● WHAT THE TASK ASKS: Extract from the entries below, exactly as given, only the lines from the line containing "if (halo) ctx.strokeText(text, 0, 0);" to the line containing "[1341,2373,1371,2373,1371,2403,1341,2403]", both lines included.
• • • •
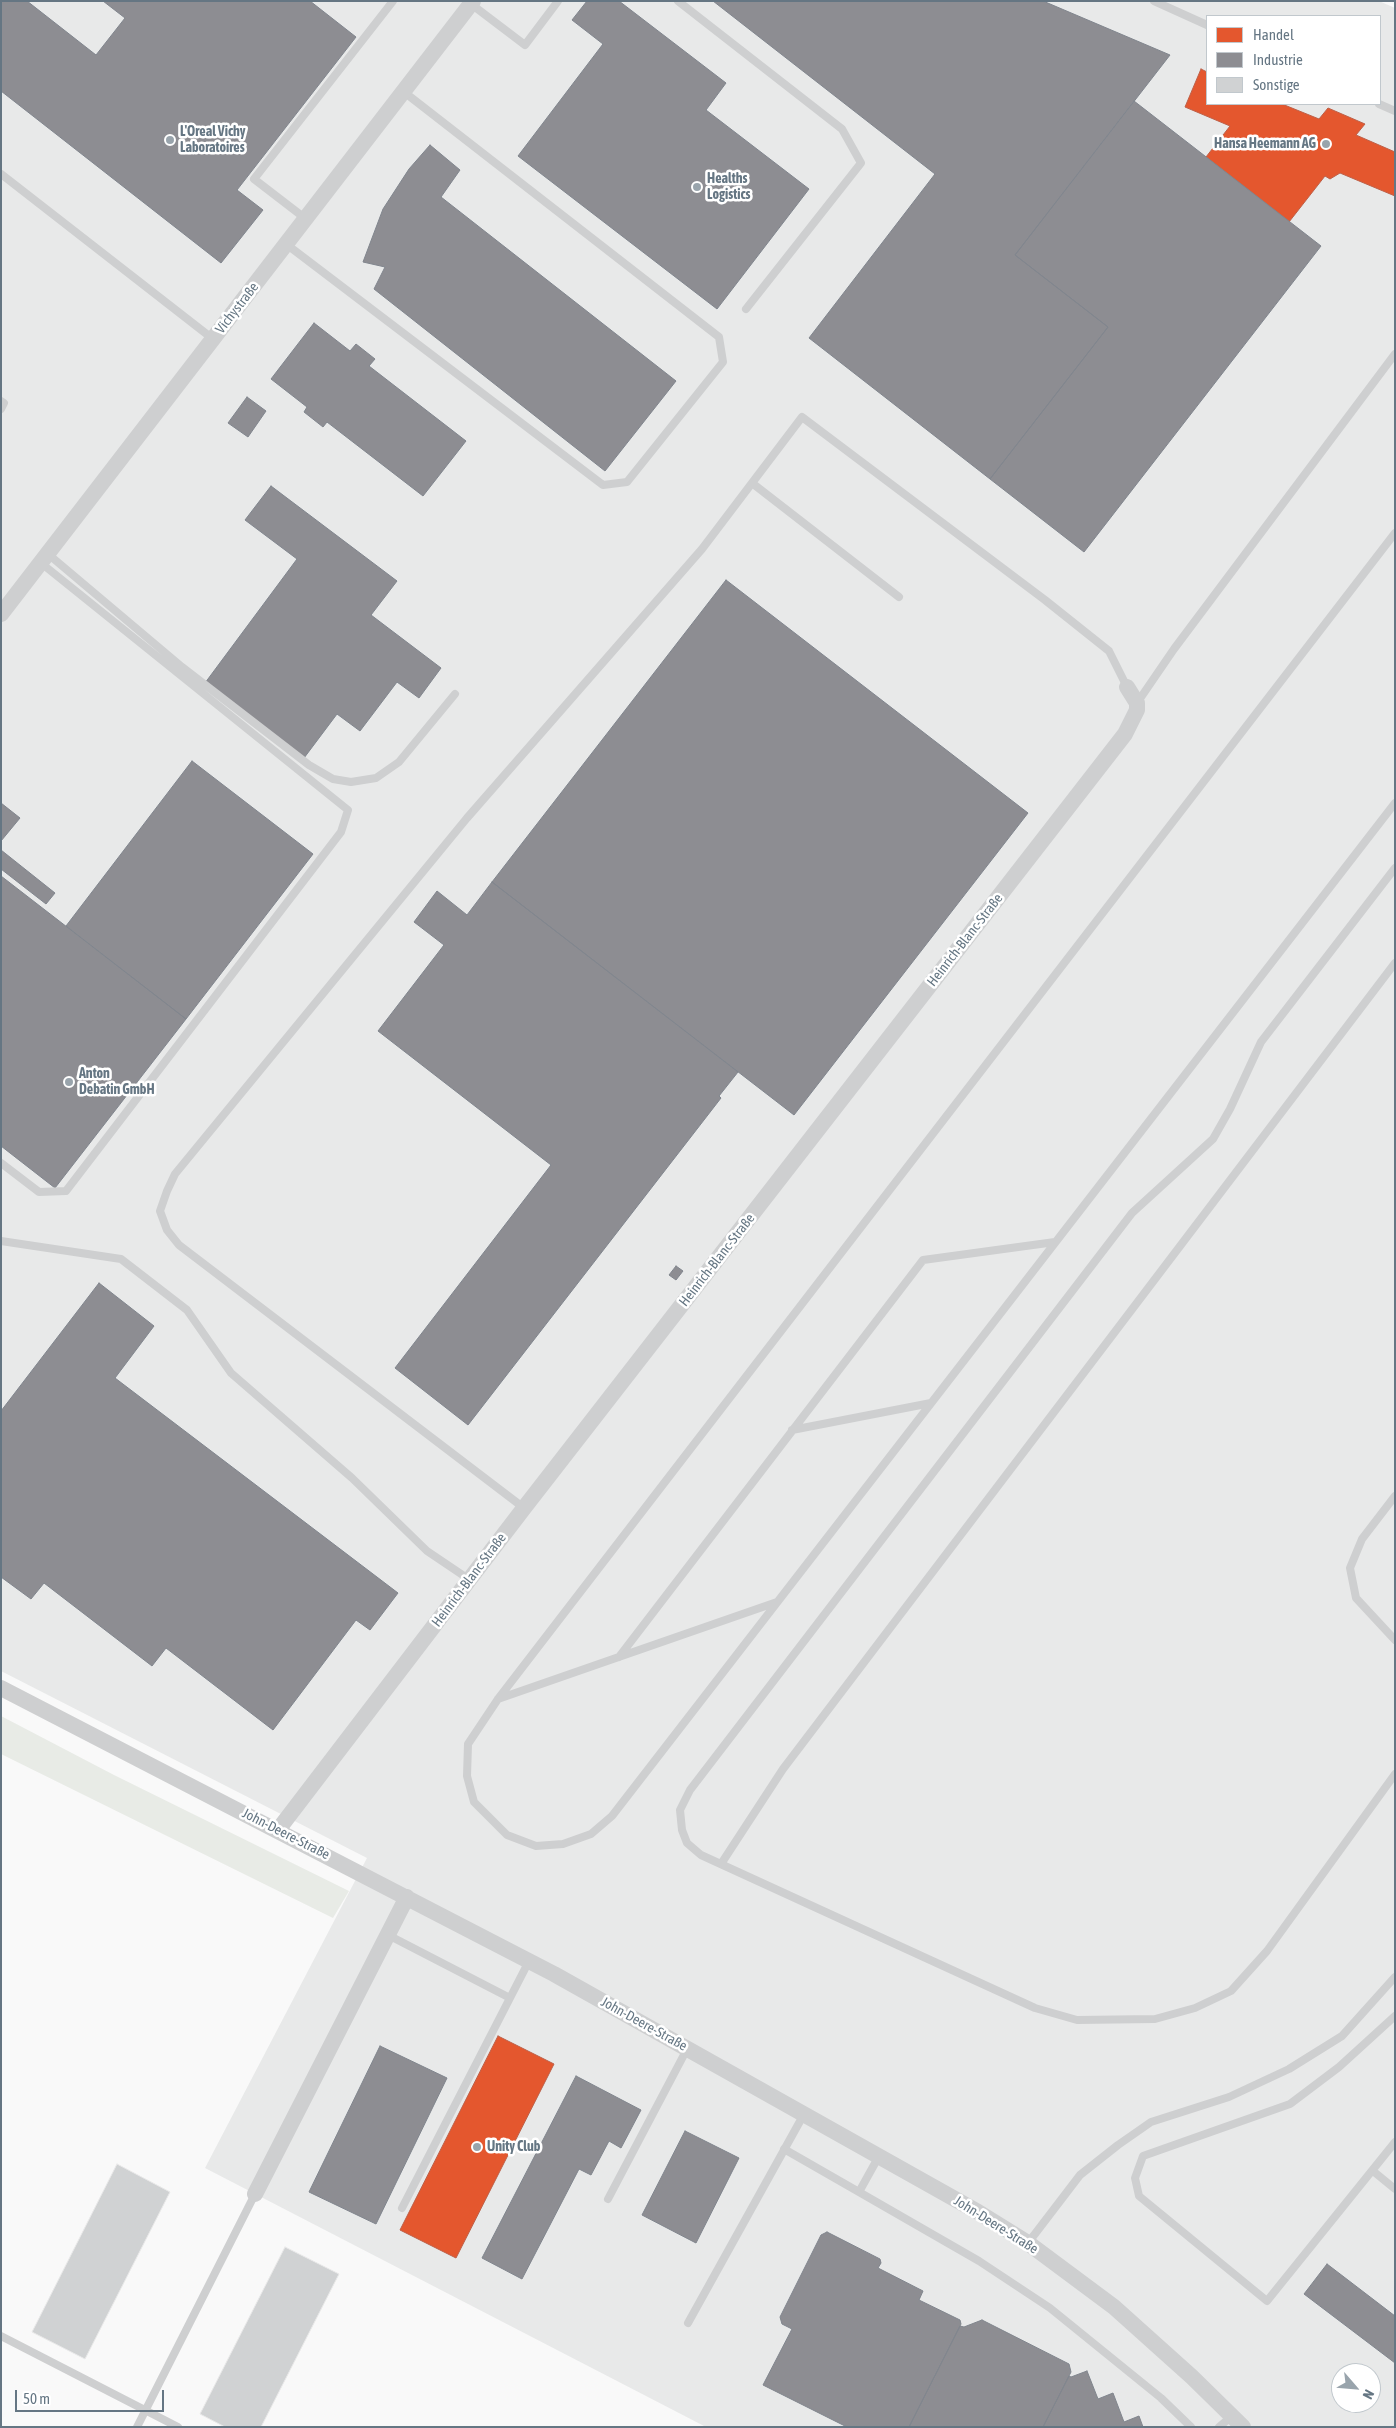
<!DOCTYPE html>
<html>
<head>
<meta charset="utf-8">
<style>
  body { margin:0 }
  #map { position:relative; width:1396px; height:2428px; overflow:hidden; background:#f9f9f9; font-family:"Asap Condensed",sans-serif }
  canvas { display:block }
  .frame { position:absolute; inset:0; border:2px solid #657683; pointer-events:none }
  .legend { position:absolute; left:1206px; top:15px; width:175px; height:90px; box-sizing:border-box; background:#fff; border:1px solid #c1c8cd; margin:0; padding:6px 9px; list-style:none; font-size:15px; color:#657683 }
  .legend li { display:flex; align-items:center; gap:10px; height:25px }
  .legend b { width:25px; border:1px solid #c1c8cd }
  .north { position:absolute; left:1331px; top:2363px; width:50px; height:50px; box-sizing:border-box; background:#fff; border:1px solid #c1c8cd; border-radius:50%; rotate:117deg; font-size:14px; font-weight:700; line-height:20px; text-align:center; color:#657683 }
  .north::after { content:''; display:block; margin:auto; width:18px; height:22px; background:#99a4ac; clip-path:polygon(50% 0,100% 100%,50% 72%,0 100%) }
  .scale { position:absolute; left:15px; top:2390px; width:149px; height:22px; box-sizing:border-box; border:2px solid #657683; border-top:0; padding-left:6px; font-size:15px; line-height:18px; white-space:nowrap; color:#657683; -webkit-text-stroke:4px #fff; paint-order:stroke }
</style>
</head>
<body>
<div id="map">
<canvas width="1396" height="2428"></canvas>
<div class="frame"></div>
<ul class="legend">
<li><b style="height:14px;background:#e4572e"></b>Handel</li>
<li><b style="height:14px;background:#8d8d92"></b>Industrie</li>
<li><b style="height:14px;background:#d0d2d3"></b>Sonstige</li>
</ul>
<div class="north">N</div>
<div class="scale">50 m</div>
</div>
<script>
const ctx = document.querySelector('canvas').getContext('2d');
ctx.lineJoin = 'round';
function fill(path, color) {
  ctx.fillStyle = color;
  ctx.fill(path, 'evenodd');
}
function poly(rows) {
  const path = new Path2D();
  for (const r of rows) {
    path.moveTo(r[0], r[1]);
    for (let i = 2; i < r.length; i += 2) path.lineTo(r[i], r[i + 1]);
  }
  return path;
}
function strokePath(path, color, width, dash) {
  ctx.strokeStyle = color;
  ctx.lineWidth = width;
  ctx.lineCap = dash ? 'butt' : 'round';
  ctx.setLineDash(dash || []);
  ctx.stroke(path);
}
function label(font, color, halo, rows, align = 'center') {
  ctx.font = font + ' "Asap Condensed",sans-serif';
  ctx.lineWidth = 5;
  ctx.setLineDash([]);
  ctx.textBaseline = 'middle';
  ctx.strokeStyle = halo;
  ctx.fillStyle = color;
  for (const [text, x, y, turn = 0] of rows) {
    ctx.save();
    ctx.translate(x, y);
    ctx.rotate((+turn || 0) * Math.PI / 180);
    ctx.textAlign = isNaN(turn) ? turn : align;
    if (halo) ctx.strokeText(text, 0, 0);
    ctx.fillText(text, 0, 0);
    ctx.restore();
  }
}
const built = poly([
  [1,1,1379,1,1395,8,1395,2427,706,2427,205,2168,367,1858,1,1671],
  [1207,16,1380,16,1380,104,1207,104],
  [1341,2373,1371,2373,1371,2403,1341,2403]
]);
const green = poly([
  [1,1716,114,1775,349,1891,333,1918,1,1754]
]);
const shops = poly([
  [1201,69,1207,72,1207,104,1282,104,1319,119,1328,108,1365,124,1356,135,1395,152,1395,196,1340,173,1330,179,1325,176,1289,222,1206,157,1230,126,1185,107,1201,69],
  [498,2036,554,2064,456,2258,400,2230,498,2036]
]);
const industry = poly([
  [1,1,27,1,96,55,125,18,103,1,310,1,356,37,237,190,263,210,221,263,1,91,1,1],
  [587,1,619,1,726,83,706,110,809,189,717,309,518,156,603,44,572,20,587,1],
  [713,1,1043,1,1170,55,1015,255,1108,327,990,479,809,338,935,174,713,1],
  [1134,101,1321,246,1084,552,990,479,1108,327,1015,255,1134,101],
  [430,145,460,170,441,197,676,381,605,471,374,289,385,267,363,262,383,209,409,169,430,145],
  [314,323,350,351,356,344,375,359,369,366,466,441,423,496,327,422,323,427,304,412,307,407,271,379,314,323],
  [247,397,266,411,248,437,228,423,247,397],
  [271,486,397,581,371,615,441,668,419,698,397,682,360,731,337,714,304,758,205,683,297,559,245,520,271,486],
  [726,580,1028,813,794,1115,492,882,726,580],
  [192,761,313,854,186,1019,66,926,192,761],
  [1,803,20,818,1,841,1,803],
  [1,850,55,893,46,904,1,869,1,850],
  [1,876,186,1019,55,1188,1,1146,1,876],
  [492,882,738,1072,719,1096,721,1098,468,1425,395,1368,551,1165,378,1031,444,945,414,922,437,891,467,915,492,882],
  [676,1266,683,1271,676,1280,669,1275,676,1266],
  [99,1283,154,1326,115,1378,398,1593,370,1630,356,1620,273,1730,166,1648,152,1666,44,1583,31,1599,1,1577,1,1411,99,1283],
  [380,2046,447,2078,376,2224,309,2192,380,2046],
  [576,2076,641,2110,621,2148,609,2141,591,2175,579,2169,522,2279,482,2258,576,2076],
  [685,2131,739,2158,696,2243,642,2215,685,2131],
  [827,2232,880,2259,881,2263,878,2268,923,2291,919,2300,960,2320,961,2324,909,2427,847,2427,763,2385,792,2329,782,2324,780,2317,821,2235,827,2232],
  [1327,2264,1395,2316,1395,2363,1304,2294,1327,2264],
  [982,2320,1069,2364,1071,2372,1043,2427,909,2427,960,2326,964,2327,982,2320],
  [1087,2371,1098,2399,1113,2393,1124,2422,1139,2416,1143,2427,1043,2427,1069,2376,1071,2377,1087,2371]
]);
const building = poly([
  [117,2164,170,2192,85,2359,32,2332,117,2164],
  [285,2247,339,2274,261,2427,225,2427,200,2414,285,2247]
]);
const lane = poly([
  [678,1,842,129,861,163,746,309],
  [1154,1,1207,25],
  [471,4,525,45,558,1],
  [1379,104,1395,111],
  [1,174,213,339],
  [306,219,254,179,393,1],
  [286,244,603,485,627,482,723,362,719,337,404,92],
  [1,401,4,403,1,409],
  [752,483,899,597],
  [1395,533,498,1699,468,1744,467,1776,474,1802,507,1835,536,1846,563,1844,591,1834,612,1816,1395,803],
  [48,554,182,667,309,765,333,779,351,782,376,778,399,762,455,694],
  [1137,703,1174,649,1395,354],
  [1395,868,1261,1042,1230,1109,1213,1139,1132,1213,690,1790,680,1810,682,1830,687,1843,701,1855,1035,2008,1077,2020,1155,2019,1195,2008,1231,1991,1267,1951,1395,1774],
  [1,1163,39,1192,66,1191,341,832,348,810,41,563],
  [1,1241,121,1259,187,1310,231,1373,352,1478,427,1551,470,1580],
  [792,1430,931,1403],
  [1395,1496,1362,1539,1350,1568,1356,1598,1395,1640],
  [524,1508,179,1245,167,1230,160,1211,167,1191,175,1174,467,818,702,549,802,417,1045,600,1109,651,1127,687],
  [619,1657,923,1260,1055,1242],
  [498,1699,777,1602],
  [721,1864,783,1769,1395,963],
  [388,1935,510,1998],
  [1395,2016,1339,2067,1290,2104,1143,2156,1135,2178,1139,2196,1267,2301,1395,2142],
  [784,2149,859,2192,879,2156],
  [1373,2171,1395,2189],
  [859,2192,979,2261,1050,2308,1161,2398,1191,2427],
  [608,2199,687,2049],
  [402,2208,529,1961],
  [1028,2243,1080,2175,1118,2145,1151,2122,1229,2097,1289,2069,1342,2036,1395,1977],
  [688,2323,804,2114],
  [1,2336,178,2427],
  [137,2427,255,2194],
  [1219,2427,1232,2416]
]);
const street = poly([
  [1,614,473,1],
  [1,1688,554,1974,978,2212,1028,2243,1114,2307,1192,2377,1243,2427],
  [278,1830,524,1508,1125,734,1137,710,1137,703,1127,687],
  [255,2194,407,1897]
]);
const markers = [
  [170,140,5,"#99a4ac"],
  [1326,144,5,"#99a4ac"],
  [697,187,5,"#99a4ac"],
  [69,1082,5,"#99a4ac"],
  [477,2147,5,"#99a4ac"]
];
const poiNames = [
  ["L'Oreal Vichy",180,132],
  ["Laboratoires",180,148],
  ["Hansa Heemann AG",1316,144,"right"],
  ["Healths",707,179],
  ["Logistics",707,195],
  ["Anton",79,1074],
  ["Debatin GmbH",79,1090],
  ["Unity Club",487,2147]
];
const streetNames = [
  ["Vichystraße",237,308,-52],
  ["Heinrich-Blanc-Straße",965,940,-52],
  ["Heinrich-Blanc-Straße",717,1260,-52],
  ["Heinrich-Blanc-Straße",469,1580,-53],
  ["John-Deere-Straße",286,1834,27],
  ["John-Deere-Straße",644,2024,29],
  ["John-Deere-Straße",996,2225,32]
];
fill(built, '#e8e9e9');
fill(green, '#e8ebe6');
fill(shops, '#e4572e');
strokePath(shops, '#be6048', 1);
fill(industry, '#8d8d92');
strokePath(industry, '#81868e', 1);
fill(building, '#d0d2d3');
strokePath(building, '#e8e8e8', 1);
strokePath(lane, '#cecfd0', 8);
strokePath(street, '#cecfd0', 16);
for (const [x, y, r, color] of markers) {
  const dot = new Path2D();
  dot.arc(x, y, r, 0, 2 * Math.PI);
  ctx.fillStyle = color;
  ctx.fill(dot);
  strokePath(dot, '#fff', 2);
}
label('bold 14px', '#657683', '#fff', poiNames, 'left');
label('14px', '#657683', '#fff', streetNames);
</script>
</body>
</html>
• • • •
● YOUR RESPONSE:
    if (halo) ctx.strokeText(text, 0, 0);
    ctx.fillText(text, 0, 0);
    ctx.restore();
  }
}
const built = poly([
  [1,1,1379,1,1395,8,1395,2427,706,2427,205,2168,367,1858,1,1671],
  [1207,16,1380,16,1380,104,1207,104],
  [1341,2373,1371,2373,1371,2403,1341,2403]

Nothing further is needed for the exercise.